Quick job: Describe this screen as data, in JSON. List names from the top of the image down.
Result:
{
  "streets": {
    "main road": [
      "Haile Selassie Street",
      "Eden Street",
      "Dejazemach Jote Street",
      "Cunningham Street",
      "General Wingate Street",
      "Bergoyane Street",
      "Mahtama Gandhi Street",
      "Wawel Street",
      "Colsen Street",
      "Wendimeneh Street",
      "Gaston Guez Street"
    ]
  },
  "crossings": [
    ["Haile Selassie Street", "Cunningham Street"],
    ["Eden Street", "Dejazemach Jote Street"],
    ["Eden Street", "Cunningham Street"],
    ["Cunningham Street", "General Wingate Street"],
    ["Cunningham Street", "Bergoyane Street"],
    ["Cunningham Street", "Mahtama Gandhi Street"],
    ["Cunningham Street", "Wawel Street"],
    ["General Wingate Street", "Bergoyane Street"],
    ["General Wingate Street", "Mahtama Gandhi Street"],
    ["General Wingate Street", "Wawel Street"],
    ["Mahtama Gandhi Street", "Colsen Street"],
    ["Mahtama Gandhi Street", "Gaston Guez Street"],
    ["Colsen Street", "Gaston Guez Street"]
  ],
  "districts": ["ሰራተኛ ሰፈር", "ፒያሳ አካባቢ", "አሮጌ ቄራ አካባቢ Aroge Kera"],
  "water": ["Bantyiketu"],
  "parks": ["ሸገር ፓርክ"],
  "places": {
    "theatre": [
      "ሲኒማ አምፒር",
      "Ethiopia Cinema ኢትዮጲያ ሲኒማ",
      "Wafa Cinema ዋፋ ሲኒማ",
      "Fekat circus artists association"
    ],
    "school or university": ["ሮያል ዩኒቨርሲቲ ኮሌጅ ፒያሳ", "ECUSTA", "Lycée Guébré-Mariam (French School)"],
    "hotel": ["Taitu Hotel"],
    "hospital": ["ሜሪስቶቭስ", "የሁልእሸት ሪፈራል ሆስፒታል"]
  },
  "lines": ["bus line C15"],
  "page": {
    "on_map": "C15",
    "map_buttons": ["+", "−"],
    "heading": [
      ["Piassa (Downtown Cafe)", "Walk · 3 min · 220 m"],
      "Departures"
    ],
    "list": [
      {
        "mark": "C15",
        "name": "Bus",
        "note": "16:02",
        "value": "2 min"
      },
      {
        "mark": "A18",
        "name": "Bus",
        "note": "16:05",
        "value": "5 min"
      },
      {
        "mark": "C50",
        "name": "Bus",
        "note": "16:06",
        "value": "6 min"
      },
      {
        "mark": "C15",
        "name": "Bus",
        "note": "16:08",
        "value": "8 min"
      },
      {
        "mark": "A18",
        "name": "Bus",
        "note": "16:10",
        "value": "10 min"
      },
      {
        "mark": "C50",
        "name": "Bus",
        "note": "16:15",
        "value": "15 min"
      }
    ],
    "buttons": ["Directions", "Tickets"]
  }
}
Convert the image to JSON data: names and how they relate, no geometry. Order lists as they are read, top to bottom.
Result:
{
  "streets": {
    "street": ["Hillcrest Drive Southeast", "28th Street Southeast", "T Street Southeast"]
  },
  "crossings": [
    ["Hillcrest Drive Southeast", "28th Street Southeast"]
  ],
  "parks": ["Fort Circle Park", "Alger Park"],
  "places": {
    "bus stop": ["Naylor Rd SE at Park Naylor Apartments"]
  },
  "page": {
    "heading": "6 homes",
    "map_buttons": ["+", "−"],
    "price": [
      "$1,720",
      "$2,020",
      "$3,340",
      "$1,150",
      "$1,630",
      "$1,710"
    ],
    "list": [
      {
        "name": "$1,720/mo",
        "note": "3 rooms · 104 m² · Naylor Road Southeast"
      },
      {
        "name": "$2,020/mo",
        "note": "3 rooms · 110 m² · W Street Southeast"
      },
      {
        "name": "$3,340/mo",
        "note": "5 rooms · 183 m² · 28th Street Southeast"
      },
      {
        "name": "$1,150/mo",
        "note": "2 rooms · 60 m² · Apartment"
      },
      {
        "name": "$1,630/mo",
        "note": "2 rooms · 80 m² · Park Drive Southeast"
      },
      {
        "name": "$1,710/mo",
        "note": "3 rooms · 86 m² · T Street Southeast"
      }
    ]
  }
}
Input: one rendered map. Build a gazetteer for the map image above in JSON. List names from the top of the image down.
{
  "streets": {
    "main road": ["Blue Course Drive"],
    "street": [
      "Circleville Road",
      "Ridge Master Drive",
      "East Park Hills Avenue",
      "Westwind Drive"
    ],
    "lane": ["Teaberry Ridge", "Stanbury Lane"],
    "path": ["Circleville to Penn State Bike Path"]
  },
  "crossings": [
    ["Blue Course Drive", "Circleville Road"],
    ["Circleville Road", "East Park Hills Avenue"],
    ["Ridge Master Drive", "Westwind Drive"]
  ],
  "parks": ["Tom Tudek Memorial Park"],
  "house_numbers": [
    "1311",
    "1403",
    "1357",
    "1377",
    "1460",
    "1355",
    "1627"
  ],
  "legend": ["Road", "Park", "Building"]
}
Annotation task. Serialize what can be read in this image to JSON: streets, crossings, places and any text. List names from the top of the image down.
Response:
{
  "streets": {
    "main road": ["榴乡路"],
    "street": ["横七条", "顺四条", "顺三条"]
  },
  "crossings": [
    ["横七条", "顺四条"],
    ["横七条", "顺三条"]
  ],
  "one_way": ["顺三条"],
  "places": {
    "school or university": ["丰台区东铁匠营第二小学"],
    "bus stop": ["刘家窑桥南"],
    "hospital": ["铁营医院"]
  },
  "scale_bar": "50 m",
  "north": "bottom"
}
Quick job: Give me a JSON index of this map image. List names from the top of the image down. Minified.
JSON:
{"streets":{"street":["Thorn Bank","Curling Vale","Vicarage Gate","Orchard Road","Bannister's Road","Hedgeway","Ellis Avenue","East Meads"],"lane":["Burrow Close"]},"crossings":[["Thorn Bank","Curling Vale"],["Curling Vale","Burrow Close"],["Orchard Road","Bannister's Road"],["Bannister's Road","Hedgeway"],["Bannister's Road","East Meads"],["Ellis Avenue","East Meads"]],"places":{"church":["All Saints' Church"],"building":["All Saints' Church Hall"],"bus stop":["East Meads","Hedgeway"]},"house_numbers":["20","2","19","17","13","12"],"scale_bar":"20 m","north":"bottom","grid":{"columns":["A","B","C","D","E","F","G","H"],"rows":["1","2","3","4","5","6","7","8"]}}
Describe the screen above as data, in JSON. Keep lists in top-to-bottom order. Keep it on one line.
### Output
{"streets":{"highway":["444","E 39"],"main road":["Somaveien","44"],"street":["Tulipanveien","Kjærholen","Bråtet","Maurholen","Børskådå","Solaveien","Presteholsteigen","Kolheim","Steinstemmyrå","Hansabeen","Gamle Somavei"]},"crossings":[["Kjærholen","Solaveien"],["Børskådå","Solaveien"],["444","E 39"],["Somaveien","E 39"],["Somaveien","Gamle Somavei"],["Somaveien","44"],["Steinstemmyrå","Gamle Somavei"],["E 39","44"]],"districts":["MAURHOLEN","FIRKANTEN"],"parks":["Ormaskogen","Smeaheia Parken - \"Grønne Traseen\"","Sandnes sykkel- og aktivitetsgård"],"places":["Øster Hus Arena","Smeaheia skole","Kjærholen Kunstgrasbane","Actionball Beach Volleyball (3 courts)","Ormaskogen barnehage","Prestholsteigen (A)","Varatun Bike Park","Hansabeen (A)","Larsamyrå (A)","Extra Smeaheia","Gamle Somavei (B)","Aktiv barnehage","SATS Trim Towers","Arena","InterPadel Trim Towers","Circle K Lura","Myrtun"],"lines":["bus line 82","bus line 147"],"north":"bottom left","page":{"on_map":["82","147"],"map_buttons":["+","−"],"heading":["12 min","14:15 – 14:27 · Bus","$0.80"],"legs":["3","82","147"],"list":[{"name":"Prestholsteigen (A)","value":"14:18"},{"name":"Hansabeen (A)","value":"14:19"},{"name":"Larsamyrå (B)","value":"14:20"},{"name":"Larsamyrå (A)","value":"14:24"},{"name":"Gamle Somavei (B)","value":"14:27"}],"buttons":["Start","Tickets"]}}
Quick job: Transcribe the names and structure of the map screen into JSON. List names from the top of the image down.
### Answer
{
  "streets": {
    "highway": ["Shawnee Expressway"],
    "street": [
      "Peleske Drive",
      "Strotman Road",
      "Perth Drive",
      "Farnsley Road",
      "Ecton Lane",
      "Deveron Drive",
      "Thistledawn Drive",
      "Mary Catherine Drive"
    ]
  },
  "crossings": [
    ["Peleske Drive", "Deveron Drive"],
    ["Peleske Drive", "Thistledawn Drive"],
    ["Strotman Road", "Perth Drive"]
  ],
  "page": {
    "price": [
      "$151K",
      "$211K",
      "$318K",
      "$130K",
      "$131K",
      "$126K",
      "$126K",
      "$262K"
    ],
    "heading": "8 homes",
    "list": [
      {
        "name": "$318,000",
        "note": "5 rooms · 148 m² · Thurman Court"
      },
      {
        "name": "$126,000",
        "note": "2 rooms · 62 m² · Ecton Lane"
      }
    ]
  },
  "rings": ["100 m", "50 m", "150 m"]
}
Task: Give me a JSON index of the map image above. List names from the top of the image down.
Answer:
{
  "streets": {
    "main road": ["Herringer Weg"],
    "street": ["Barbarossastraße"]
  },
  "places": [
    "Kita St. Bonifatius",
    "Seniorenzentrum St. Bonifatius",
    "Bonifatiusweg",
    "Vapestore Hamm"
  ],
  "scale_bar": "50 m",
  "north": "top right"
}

════════

(What the task requires): Please find all lines of the entries that hold the string "Westwind" and copy them.

(Response area):
      "Westwind Drive"
    ["Ridge Master Drive", "Westwind Drive"]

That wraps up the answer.